Directions:
Every entry below is to be copied exactly, apart from any picture it holds.
----- Given data
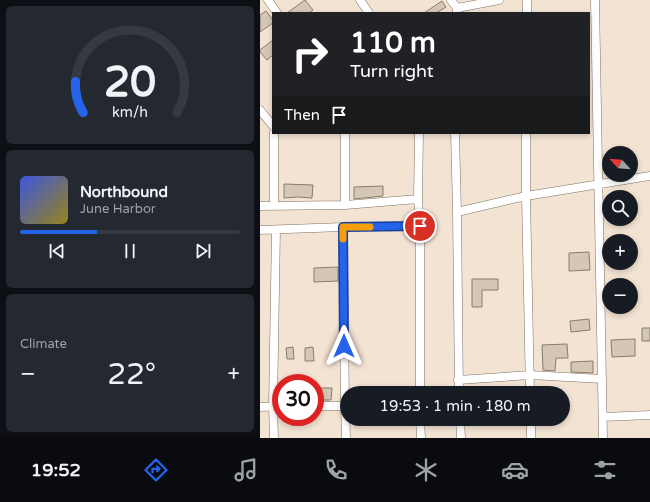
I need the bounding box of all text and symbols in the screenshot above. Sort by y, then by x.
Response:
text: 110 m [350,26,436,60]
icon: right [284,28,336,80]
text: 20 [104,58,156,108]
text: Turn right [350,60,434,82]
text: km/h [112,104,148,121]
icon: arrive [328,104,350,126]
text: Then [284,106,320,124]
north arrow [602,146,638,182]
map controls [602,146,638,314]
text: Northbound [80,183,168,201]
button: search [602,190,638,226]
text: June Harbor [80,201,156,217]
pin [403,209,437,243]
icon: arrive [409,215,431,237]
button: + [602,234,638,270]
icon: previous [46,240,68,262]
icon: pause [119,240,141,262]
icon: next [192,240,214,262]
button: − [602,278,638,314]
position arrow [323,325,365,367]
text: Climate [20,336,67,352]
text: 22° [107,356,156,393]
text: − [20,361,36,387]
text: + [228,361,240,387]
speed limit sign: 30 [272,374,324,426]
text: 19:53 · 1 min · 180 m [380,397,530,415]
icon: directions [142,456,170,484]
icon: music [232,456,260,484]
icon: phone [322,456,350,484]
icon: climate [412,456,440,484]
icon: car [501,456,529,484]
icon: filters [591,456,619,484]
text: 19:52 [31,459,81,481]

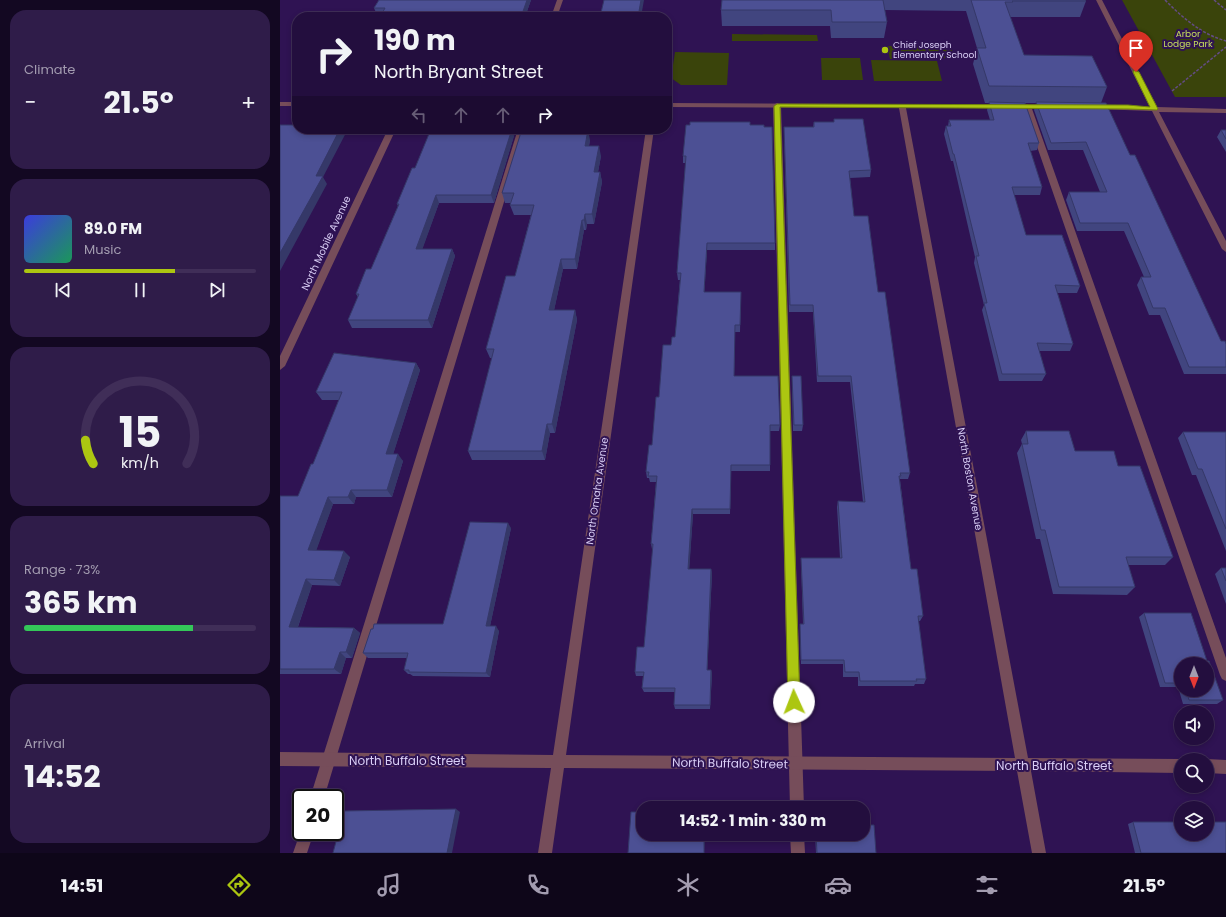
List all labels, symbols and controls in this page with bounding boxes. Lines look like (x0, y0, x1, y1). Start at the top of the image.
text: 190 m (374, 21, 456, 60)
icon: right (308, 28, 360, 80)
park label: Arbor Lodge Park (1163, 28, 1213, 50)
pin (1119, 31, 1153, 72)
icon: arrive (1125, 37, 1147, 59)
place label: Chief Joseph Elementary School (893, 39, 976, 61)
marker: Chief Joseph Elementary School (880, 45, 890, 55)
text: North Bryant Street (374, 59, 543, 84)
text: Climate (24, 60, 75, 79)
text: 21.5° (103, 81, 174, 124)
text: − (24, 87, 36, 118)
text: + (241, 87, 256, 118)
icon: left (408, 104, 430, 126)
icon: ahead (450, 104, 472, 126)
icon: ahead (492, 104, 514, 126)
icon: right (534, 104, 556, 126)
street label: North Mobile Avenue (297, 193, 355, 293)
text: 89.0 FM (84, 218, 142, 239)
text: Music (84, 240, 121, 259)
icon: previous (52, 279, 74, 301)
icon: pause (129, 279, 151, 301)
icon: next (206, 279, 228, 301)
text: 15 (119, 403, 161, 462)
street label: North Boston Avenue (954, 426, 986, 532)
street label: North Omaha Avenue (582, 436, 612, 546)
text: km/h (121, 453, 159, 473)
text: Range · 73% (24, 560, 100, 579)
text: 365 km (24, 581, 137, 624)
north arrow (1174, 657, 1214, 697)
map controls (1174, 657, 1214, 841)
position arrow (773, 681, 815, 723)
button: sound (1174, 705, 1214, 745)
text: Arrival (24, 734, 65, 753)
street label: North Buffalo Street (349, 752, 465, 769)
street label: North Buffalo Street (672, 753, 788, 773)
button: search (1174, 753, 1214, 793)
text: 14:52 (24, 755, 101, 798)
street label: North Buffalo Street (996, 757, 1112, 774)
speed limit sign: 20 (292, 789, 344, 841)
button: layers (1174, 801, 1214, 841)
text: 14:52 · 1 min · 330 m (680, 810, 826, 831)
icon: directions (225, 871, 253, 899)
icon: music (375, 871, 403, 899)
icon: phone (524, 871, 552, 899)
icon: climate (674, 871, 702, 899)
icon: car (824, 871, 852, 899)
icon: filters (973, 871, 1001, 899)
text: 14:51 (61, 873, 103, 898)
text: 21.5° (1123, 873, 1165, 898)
----------
Response below:
I need the bounding box of all text and symbols in the screenshot above. Sort by y, then by x.
Response:
text: 110 m [350,26,436,60]
icon: right [284,28,336,80]
text: 20 [104,58,156,108]
text: Turn right [350,60,434,82]
text: km/h [112,104,148,121]
icon: arrive [328,104,350,126]
text: Then [284,106,320,124]
north arrow [602,146,638,182]
map controls [602,146,638,314]
text: Northbound [80,183,168,201]
button: search [602,190,638,226]
text: June Harbor [80,201,156,217]
pin [403,209,437,243]
icon: arrive [409,215,431,237]
button: + [602,234,638,270]
icon: previous [46,240,68,262]
icon: pause [119,240,141,262]
icon: next [192,240,214,262]
button: − [602,278,638,314]
position arrow [323,325,365,367]
text: Climate [20,336,67,352]
text: 22° [107,356,156,393]
text: − [20,361,36,387]
text: + [228,361,240,387]
speed limit sign: 30 [272,374,324,426]
text: 19:53 · 1 min · 180 m [380,397,530,415]
icon: directions [142,456,170,484]
icon: music [232,456,260,484]
icon: phone [322,456,350,484]
icon: climate [412,456,440,484]
icon: car [501,456,529,484]
icon: filters [591,456,619,484]
text: 19:52 [31,459,81,481]

List all labels, symbols and controls in this page with bounding boxes. Lines look like (x0, y0, x1, y1). Start at the top of the image.
text: 190 m (374, 21, 456, 60)
icon: right (308, 28, 360, 80)
park label: Arbor Lodge Park (1163, 28, 1213, 50)
pin (1119, 31, 1153, 72)
icon: arrive (1125, 37, 1147, 59)
place label: Chief Joseph Elementary School (893, 39, 976, 61)
marker: Chief Joseph Elementary School (880, 45, 890, 55)
text: North Bryant Street (374, 59, 543, 84)
text: Climate (24, 60, 75, 79)
text: 21.5° (103, 81, 174, 124)
text: − (24, 87, 36, 118)
text: + (241, 87, 256, 118)
icon: left (408, 104, 430, 126)
icon: ahead (450, 104, 472, 126)
icon: ahead (492, 104, 514, 126)
icon: right (534, 104, 556, 126)
street label: North Mobile Avenue (297, 193, 355, 293)
text: 89.0 FM (84, 218, 142, 239)
text: Music (84, 240, 121, 259)
icon: previous (52, 279, 74, 301)
icon: pause (129, 279, 151, 301)
icon: next (206, 279, 228, 301)
text: 15 (119, 403, 161, 462)
street label: North Boston Avenue (954, 426, 986, 532)
street label: North Omaha Avenue (582, 436, 612, 546)
text: km/h (121, 453, 159, 473)
text: Range · 73% (24, 560, 100, 579)
text: 365 km (24, 581, 137, 624)
north arrow (1174, 657, 1214, 697)
map controls (1174, 657, 1214, 841)
position arrow (773, 681, 815, 723)
button: sound (1174, 705, 1214, 745)
text: Arrival (24, 734, 65, 753)
street label: North Buffalo Street (349, 752, 465, 769)
street label: North Buffalo Street (672, 753, 788, 773)
button: search (1174, 753, 1214, 793)
text: 14:52 (24, 755, 101, 798)
street label: North Buffalo Street (996, 757, 1112, 774)
speed limit sign: 20 (292, 789, 344, 841)
button: layers (1174, 801, 1214, 841)
text: 14:52 · 1 min · 330 m (680, 810, 826, 831)
icon: directions (225, 871, 253, 899)
icon: music (375, 871, 403, 899)
icon: phone (524, 871, 552, 899)
icon: climate (674, 871, 702, 899)
icon: car (824, 871, 852, 899)
icon: filters (973, 871, 1001, 899)
text: 14:51 (61, 873, 103, 898)
text: 21.5° (1123, 873, 1165, 898)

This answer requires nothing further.